*Collected data*
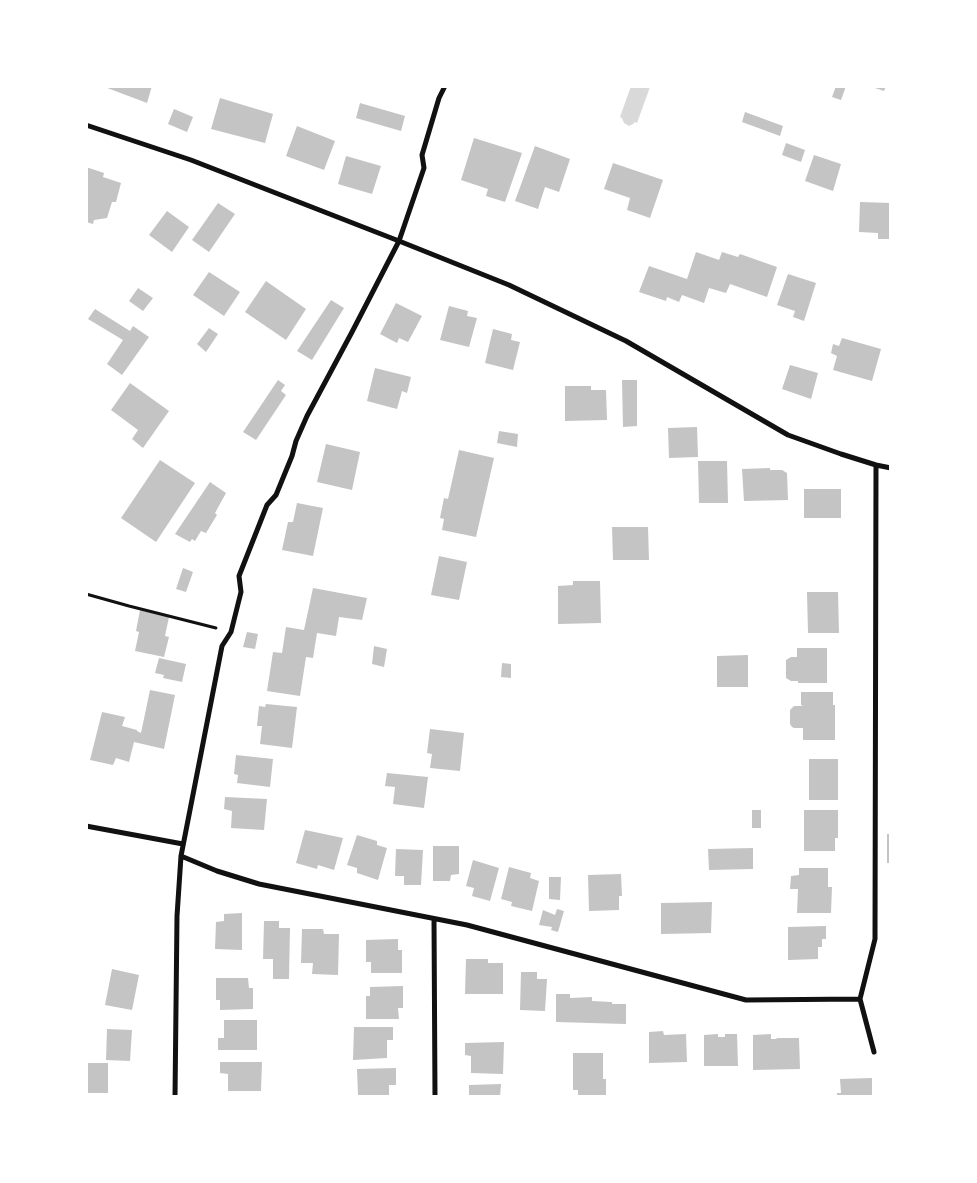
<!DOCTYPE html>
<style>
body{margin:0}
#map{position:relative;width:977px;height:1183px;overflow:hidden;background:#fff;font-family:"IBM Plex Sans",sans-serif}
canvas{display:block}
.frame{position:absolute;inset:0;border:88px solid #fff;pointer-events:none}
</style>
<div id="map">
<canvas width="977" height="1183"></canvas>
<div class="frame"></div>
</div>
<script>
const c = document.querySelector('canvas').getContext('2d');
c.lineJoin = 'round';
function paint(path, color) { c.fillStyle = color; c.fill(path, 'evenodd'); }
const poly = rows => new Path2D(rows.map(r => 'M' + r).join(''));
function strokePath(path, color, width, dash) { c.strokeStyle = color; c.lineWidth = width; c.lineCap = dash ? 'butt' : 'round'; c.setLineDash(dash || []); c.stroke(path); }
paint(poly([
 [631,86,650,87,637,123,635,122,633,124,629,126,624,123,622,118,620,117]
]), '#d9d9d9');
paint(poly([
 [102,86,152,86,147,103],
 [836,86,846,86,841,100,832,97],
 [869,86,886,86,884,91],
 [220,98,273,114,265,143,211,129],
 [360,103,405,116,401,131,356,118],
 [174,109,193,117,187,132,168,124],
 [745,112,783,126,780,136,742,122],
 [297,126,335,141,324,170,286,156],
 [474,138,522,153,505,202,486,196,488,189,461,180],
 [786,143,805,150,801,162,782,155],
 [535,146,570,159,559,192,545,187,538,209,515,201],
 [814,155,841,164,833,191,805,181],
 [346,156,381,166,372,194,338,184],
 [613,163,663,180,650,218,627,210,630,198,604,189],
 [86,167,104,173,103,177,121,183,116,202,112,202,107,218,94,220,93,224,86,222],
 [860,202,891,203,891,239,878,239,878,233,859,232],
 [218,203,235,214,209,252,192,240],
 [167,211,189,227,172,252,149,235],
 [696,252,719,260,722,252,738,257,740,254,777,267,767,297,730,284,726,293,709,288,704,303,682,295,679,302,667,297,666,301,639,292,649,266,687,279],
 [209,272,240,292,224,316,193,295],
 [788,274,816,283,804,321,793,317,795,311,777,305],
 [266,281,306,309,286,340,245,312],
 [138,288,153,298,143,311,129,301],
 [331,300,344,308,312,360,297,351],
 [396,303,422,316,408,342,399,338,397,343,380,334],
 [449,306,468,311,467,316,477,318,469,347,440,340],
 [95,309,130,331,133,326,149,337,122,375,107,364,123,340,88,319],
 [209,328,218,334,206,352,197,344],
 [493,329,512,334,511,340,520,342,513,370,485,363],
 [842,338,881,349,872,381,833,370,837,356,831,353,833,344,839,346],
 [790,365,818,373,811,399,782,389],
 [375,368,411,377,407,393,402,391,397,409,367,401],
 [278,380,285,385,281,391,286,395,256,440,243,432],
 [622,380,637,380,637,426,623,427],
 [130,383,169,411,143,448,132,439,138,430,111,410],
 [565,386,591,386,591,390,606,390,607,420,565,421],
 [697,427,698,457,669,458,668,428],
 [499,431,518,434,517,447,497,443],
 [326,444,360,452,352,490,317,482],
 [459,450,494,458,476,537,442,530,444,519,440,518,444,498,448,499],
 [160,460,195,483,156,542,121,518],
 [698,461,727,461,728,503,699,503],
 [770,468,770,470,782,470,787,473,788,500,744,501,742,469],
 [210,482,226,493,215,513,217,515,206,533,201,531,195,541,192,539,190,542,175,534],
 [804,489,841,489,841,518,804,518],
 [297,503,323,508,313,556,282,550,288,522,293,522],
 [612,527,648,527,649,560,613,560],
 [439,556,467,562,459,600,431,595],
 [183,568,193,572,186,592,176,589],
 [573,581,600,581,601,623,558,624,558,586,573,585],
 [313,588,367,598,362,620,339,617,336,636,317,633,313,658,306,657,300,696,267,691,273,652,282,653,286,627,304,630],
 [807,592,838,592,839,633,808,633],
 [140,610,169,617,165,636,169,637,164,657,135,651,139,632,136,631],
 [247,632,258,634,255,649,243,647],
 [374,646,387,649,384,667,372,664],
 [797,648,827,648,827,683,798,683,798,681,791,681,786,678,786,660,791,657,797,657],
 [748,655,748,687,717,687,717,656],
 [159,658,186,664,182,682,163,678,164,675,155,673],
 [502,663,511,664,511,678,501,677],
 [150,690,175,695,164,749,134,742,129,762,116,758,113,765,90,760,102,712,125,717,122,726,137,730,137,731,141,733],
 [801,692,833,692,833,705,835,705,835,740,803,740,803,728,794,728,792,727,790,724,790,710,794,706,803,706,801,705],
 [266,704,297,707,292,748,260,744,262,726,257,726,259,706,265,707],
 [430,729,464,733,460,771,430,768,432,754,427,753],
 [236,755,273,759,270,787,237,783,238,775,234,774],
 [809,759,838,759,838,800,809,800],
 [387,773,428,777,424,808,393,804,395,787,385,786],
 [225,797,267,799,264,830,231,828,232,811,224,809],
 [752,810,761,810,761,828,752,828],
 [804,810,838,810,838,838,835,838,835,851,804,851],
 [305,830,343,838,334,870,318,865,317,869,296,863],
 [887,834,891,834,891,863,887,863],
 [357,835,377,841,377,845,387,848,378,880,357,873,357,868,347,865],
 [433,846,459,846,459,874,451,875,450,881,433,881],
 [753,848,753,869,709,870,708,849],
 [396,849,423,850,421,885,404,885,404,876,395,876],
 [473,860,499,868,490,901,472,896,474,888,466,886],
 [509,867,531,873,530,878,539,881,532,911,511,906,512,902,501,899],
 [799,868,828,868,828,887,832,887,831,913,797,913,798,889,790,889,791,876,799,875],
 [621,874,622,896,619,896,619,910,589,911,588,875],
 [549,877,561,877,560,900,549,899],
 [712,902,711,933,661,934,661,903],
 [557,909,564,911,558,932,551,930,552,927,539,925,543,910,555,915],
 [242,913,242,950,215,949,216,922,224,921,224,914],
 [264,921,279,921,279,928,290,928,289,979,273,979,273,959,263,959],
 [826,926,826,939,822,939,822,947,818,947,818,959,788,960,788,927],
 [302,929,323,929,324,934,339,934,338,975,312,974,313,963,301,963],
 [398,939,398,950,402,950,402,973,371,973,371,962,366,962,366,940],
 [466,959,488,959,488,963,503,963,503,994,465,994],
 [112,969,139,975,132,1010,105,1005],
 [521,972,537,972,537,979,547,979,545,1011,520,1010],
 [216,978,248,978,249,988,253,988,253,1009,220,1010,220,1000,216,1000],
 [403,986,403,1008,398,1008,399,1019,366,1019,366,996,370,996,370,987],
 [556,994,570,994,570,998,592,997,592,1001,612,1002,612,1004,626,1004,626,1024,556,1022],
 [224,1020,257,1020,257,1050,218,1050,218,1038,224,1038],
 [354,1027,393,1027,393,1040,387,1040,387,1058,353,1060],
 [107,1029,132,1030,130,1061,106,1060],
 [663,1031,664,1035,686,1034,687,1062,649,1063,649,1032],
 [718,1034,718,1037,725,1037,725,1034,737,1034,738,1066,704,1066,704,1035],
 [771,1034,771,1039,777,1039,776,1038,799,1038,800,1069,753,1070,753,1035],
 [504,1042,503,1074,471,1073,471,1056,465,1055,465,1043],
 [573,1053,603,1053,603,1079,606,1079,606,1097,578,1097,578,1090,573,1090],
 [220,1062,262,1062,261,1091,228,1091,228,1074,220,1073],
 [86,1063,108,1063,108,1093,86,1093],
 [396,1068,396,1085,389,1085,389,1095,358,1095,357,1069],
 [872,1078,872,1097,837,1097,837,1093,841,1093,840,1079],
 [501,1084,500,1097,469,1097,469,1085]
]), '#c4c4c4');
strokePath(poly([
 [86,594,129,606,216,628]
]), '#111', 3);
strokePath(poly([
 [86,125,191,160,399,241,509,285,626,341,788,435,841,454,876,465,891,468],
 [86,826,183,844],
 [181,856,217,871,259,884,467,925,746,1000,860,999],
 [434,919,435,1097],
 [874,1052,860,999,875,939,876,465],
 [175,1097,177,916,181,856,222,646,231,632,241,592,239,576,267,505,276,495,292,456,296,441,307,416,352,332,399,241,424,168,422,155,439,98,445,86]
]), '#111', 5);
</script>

*Work instruction*
Search the entries for lines with the string "const", then report their number alone.

*Expected answer*
2